Gary Paul Nabhan takes the reader on a vivid and far-ranging journey across time and space in this fascinating look at the relationship between the spice trade and culinary imperialism. Drawing on his own family’s history as spice traders, as well as travel narratives, historical accounts, and his expertise as an ethnobotanist, Nabhan describes the critical roles that Semitic peoples and desert floras had in setting the stage for globalized spice trade.
Traveling along four prominent trade routes—the Silk Road, the Frankincense Trail, the Spice Route, and the Camino Real (for chiles and chocolate)—Nabhan follows the caravans of itinerant spice merchants from the frankincense-gathering grounds and ancient harbors of the Arabian Peninsula to the port of Zayton on the China Sea to Santa Fe in the southwest United States. His stories, recipes, and linguistic analyses of cultural diffusion routes reveal the extent to which aromatics such as cumin, cinnamon, saffron, and peppers became adopted worldwide as signature ingredients of diverse cuisines. Cumin, Camels, and Caravans demonstrates that two particular desert cultures often depicted in constant conflict—Arabs and Jews—have spent much of their history collaborating in the spice trade and suggests how a more virtuous multicultural globalized society may be achieved in the future.
About the Author
Gary Paul Nabhan is an Ecumenical Franciscan Brother, MacArthur "genius" award winner, and ethnobotanist of Arab-American descent. His food and farming books include Food from the Radical Center, Where Our Food Comes From, and the forthcoming Jesus for Farmers and Fishers.
"Richly embroidered with detail, Cumin, Camels, and Caravans by scholar Gary Paul Nabhan is part history, part geography, part cookbook, and part travel memoir. . . . Interspersed with recipes from various stops on historical spice routes, Nabhan discusses the botany, linguistic history, and trade history of each substance, but far from being dry accounts, they bring the wonder of many ingredients we now view as commonplace into focus; Nabhan's painstaking research has not eclipsed an evident natural knack for storytelling." — Saveur
"Nabhan is the ideal travelling companion. With an ancestry that stretches back to the spice-trading Nabheni tribe of Oman, Nabhan is by profession an ethnobotanist and food writer with a clutch of culinary history books under his belt. And he wears his erudition lightly. Although the book is referenced like an academic tome, it reads like a detective story – albeit one with generous pinches of exotic smells and alluring flavours thrown in. Spiced locusts, anyone?" — History Today
"Heady historical and cultural study of ancient trade routes. . . . Nabhan adds pungent pinches of botany and gastronomy."
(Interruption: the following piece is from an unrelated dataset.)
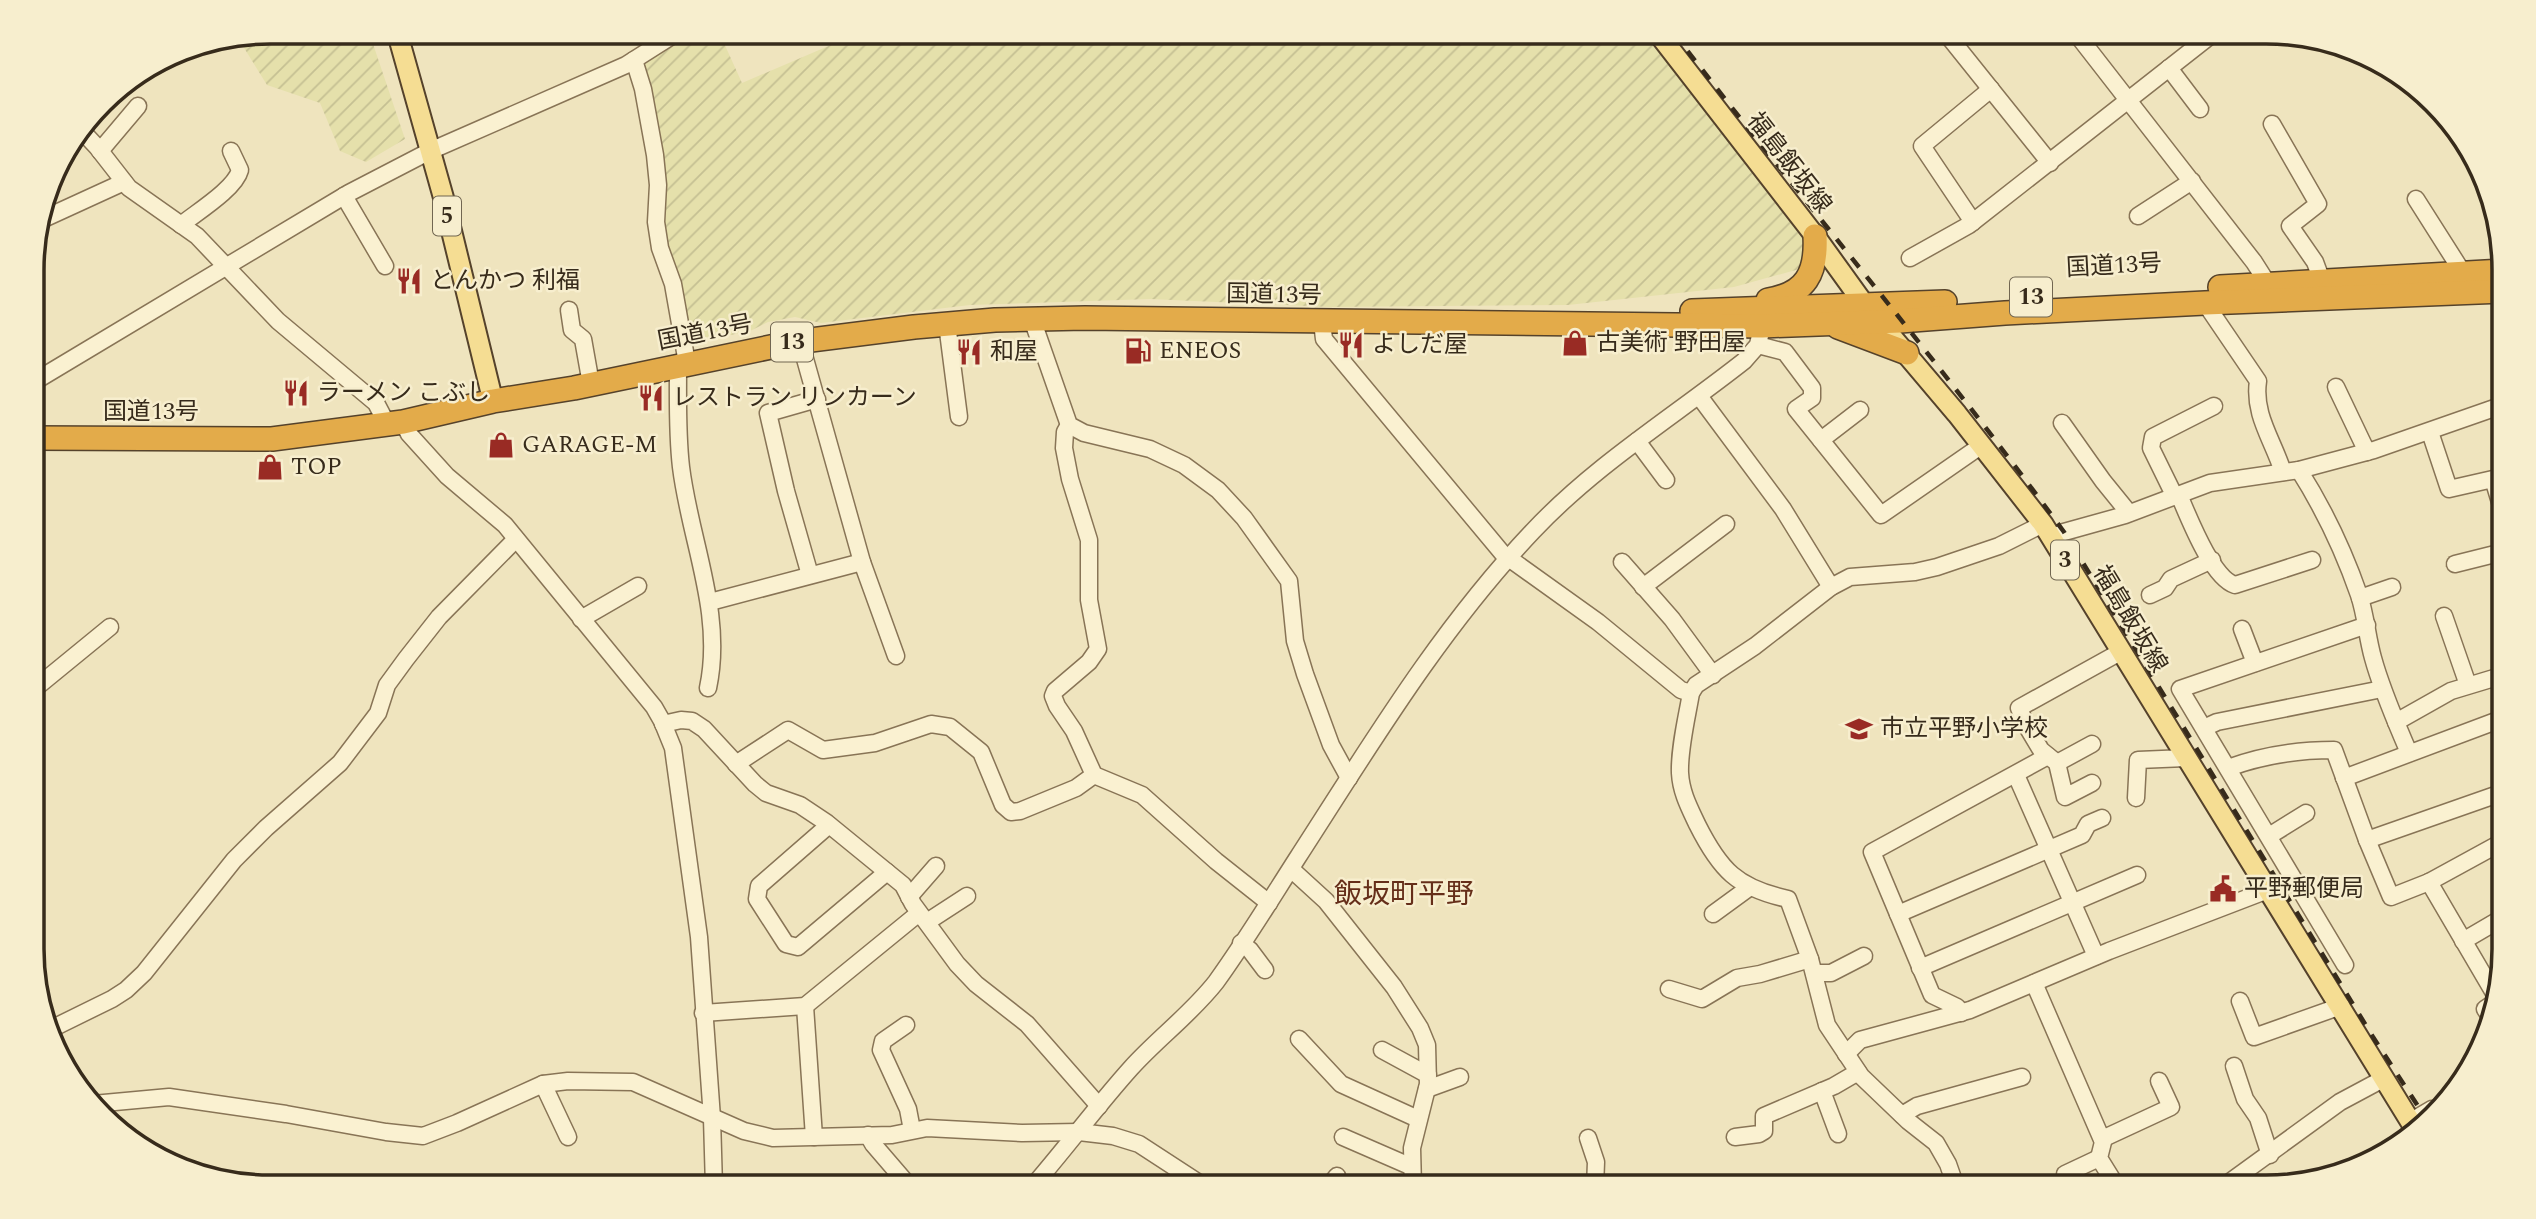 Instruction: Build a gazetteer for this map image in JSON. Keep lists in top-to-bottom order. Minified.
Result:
{"streets":{"highway":["国道13号","13"],"main road":["福島飯坂線","5","3"]},"crossings":[["福島飯坂線","国道13号"],["5","国道13号"]],"districts":["飯坂町平野"],"places":{"restaurant":["とんかつ 利福","よしだ屋","和屋","ラーメン こぶし","レストラン リンカーン"],"shop":["古美術 野田屋","GARAGE-M","TOP"],"fuel station":["ENEOS"],"school or university":["市立平野小学校"],"public building":["平野郵便局"]}}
"Gary Paul Nabhan, a food scholar and prolific author, is the guide on a journey that also travels through subjects as diverse as botany and archaeology. Even when following well-worn paths, he is never a dull host. . . . While the book is ostensibly about spices, what holds it together is a deeper sense of distance from nature and the deep past, a force that continues to impel pilgrims, travellers and even foodies towards distant and exotic places." — Times Higher Education
"...a worthwhile read. Nabhan achieved what he set out to in this book, and brings to light a cultural historical geography of spices and people that has not, to my knowledge, been pulled together in quite the way he has done before." — AAG Review of Books
"Gary Paul Nabhan weaves a fascinating story."
— Santa Fe New Mexican
"This book is a singular achievement . . . . A most absorbing book and highly recommended."